Petro Grigorovich Grigorenko was born on October 16, 1907 in the village of Borisovka, Banovsky volost of the Berdyansk district of the Taurian province of the Russian Empire (Ukraine) in the family of Gregory (George) and Agafya (Ganna Bilak) Grigorenko.
From an early age he was accustomed to heavy peasant labor, which did not prevent him from reaching out to knowledge and formal education. He soon became interested in communist mythology and became the first Komsomol member in his native village. At the end of the work school, he enters the Kharkov Polytechnic Institute. At the same time he was elected a member of the Central Committee of LKSMU. In 1931 he was transferred from the institute to the Military Engineering Academy and became a professional army officer.
While serving in the Far Eastern Front, he takes part in the battles at Khalkhin Gol, where he received his first wound.
Petro Grigorenko met in the late 30s with Zinaida, with whom they later married.
Petro, a highly decorated veteran of World War II, after the war became a teacher, and later a professor and head of the newly created department of military cybernetics at Frunze military academy.

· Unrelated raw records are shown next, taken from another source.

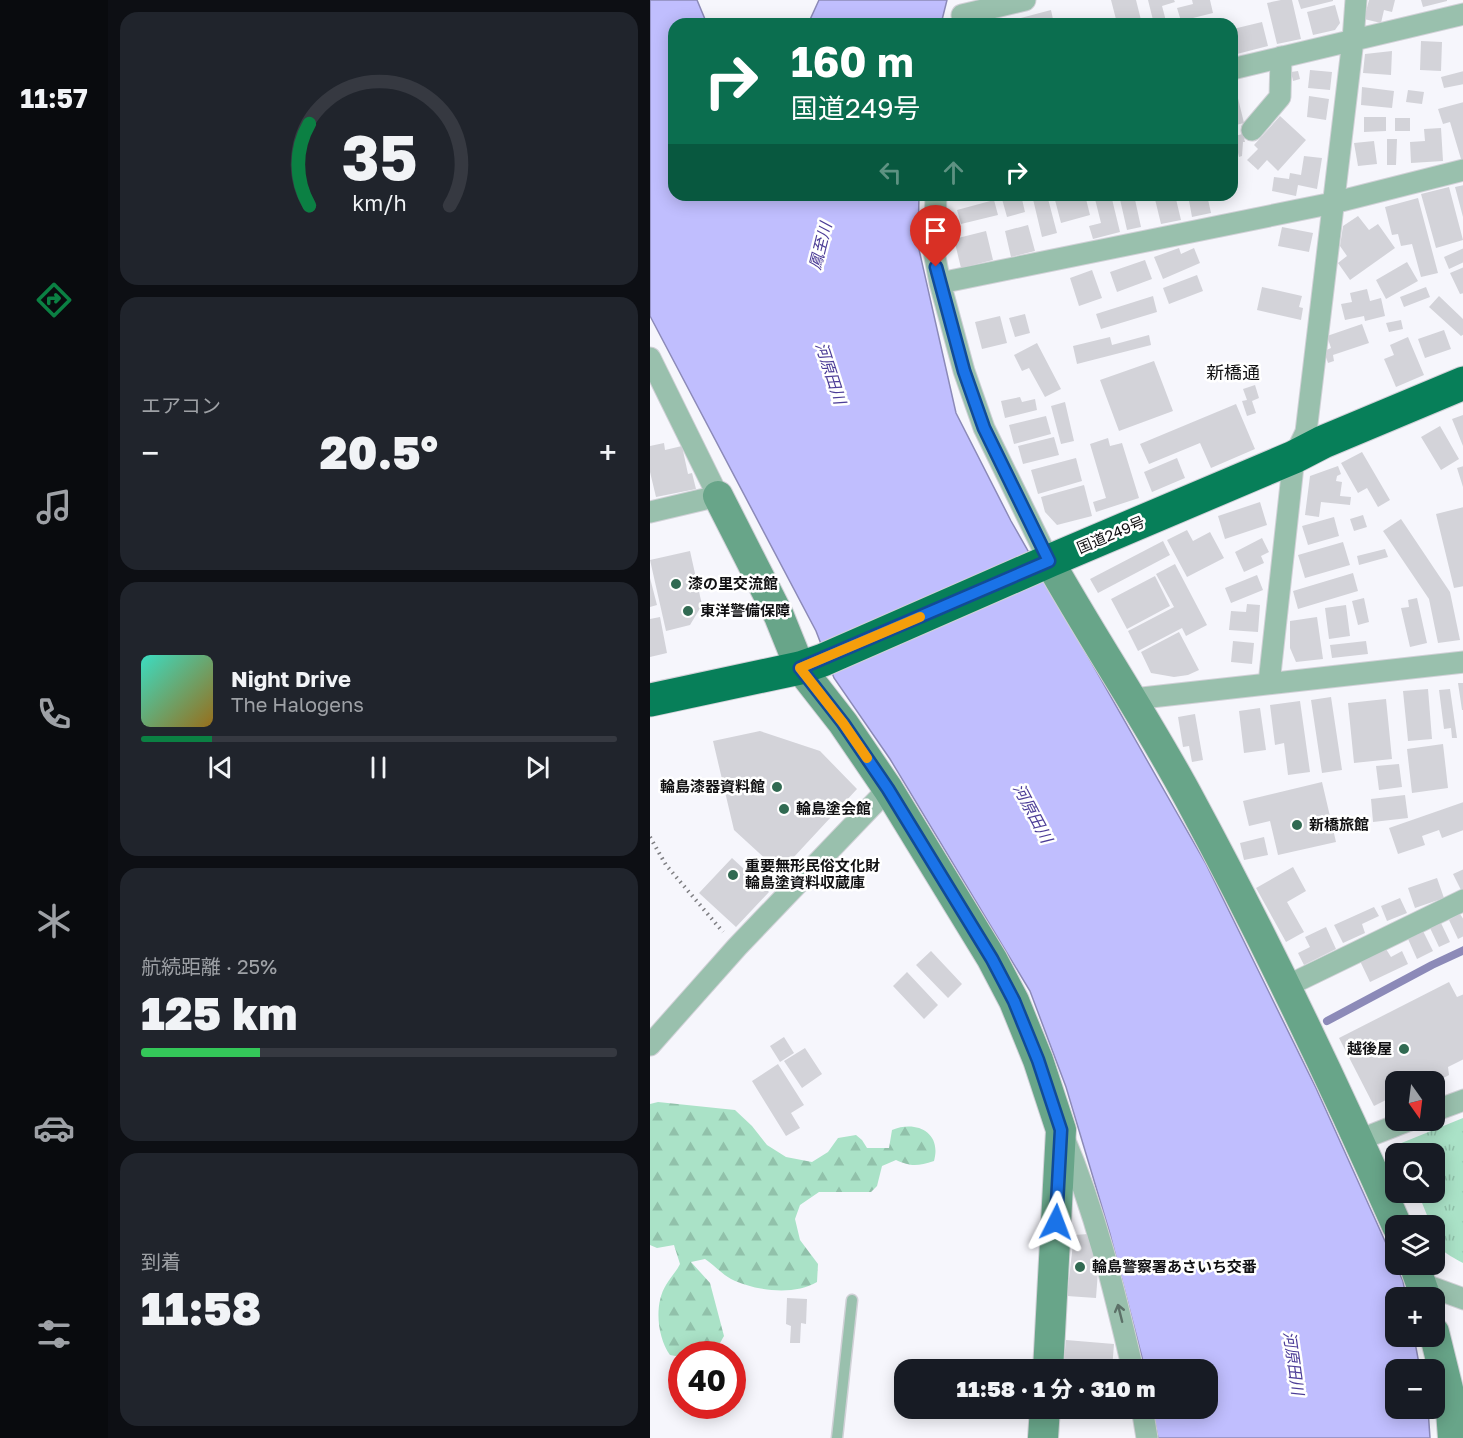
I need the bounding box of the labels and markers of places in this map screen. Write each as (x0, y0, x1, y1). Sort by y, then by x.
pin (910, 205, 961, 267)
place label: 漆の里交流館 (688, 574, 778, 592)
marker: 漆の里交流館 (669, 577, 683, 591)
place label: 東洋警備保障 (700, 601, 790, 619)
marker: 東洋警備保障 (681, 604, 695, 618)
place label: 輪島漆器資料館 (660, 777, 765, 795)
marker: 輪島漆器資料館 (770, 780, 784, 794)
place label: 輪島塗会館 (796, 799, 871, 817)
marker: 輪島塗会館 (777, 802, 791, 816)
place label: 新橋旅館 (1309, 815, 1369, 833)
marker: 新橋旅館 (1290, 818, 1304, 832)
place label: 重要無形民俗文化財 輪島塗資料収蔵庫 (745, 856, 880, 891)
marker: 重要無形民俗文化財 輪島塗資料収蔵庫 (726, 868, 740, 882)
place label: 越後屋 (1347, 1039, 1392, 1057)
marker: 越後屋 (1397, 1042, 1411, 1056)
place label: 輪島警察署あさいち交番 (1092, 1257, 1257, 1275)
marker: 輪島警察署あさいち交番 (1073, 1260, 1087, 1274)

However, on September 7, 1961, a sharp turn took place in the life and career of General Grigorenko - the general spoke at a party conference criticizing the regime and proposing to bring democratic principles to the life in the country. The first relatively mild repressions did not take long to wait: demotion and transfer to the Far East.
The evolution of the general into the unshakable fighter for Human Rights acquired in those years a new dynamic. Remaining a Marxist, he came to the conclusion that against the regime it is required to fight by underground methods. The Union of Struggle for the Revival of Leninism - USRL, which included the sons of Peter Grigorenko and several of their friends, students and officers, seemed to be a logical decision. Leaflets USRL were spread in Moscow, Vladimir, Kaluga, in the troops of the Leningrad and Central Asian districts. The arrests of members of the USRL were not long in coming. The general was arrested first - February 2, 1964 in Khabarovsk.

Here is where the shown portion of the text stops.